● **WHAT THE TASK ASKS**
Output the data in full. Keep every word exact and exclude the pictures.

● **DATA FOR ANALYSIS**
════
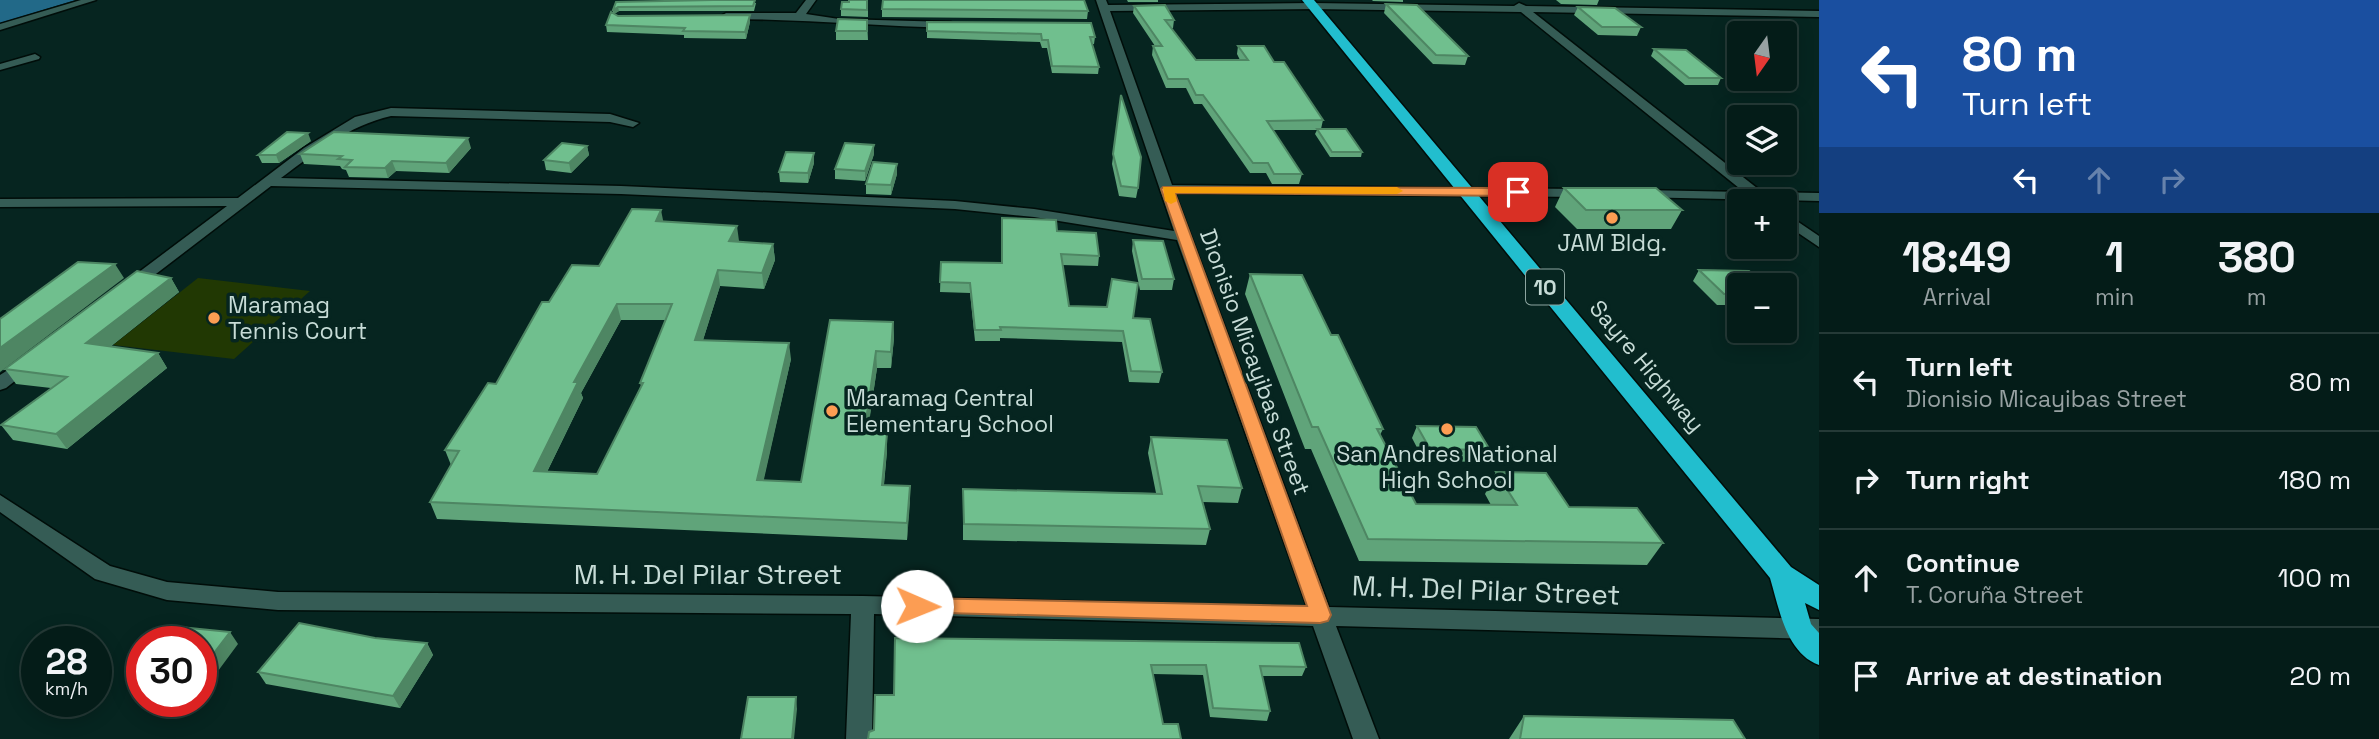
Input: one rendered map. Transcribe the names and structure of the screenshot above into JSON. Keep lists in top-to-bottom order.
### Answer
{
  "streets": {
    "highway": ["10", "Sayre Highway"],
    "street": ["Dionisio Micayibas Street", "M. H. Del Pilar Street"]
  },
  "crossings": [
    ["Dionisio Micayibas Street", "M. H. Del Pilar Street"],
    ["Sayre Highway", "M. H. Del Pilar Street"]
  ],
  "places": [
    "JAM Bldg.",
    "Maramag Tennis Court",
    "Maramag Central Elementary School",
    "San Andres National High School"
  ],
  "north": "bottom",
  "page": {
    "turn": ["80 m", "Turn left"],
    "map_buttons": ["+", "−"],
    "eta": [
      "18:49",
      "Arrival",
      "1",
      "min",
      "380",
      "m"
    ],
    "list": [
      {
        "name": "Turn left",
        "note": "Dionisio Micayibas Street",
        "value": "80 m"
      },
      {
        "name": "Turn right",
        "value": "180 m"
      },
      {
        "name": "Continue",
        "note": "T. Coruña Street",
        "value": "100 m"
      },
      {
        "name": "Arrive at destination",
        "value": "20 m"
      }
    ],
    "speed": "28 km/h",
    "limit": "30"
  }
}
════
● **SOLUTION**
Input: one rendered map. Transcribe the names and structure of the screenshot above into JSON. Keep lists in top-to-bottom order.
### Answer
{
  "streets": {
    "highway": ["10", "Sayre Highway"],
    "street": ["Dionisio Micayibas Street", "M. H. Del Pilar Street"]
  },
  "crossings": [
    ["Dionisio Micayibas Street", "M. H. Del Pilar Street"],
    ["Sayre Highway", "M. H. Del Pilar Street"]
  ],
  "places": [
    "JAM Bldg.",
    "Maramag Tennis Court",
    "Maramag Central Elementary School",
    "San Andres National High School"
  ],
  "north": "bottom",
  "page": {
    "turn": ["80 m", "Turn left"],
    "map_buttons": ["+", "−"],
    "eta": [
      "18:49",
      "Arrival",
      "1",
      "min",
      "380",
      "m"
    ],
    "list": [
      {
        "name": "Turn left",
        "note": "Dionisio Micayibas Street",
        "value": "80 m"
      },
      {
        "name": "Turn right",
        "value": "180 m"
      },
      {
        "name": "Continue",
        "note": "T. Coruña Street",
        "value": "100 m"
      },
      {
        "name": "Arrive at destination",
        "value": "20 m"
      }
    ],
    "speed": "28 km/h",
    "limit": "30"
  }
}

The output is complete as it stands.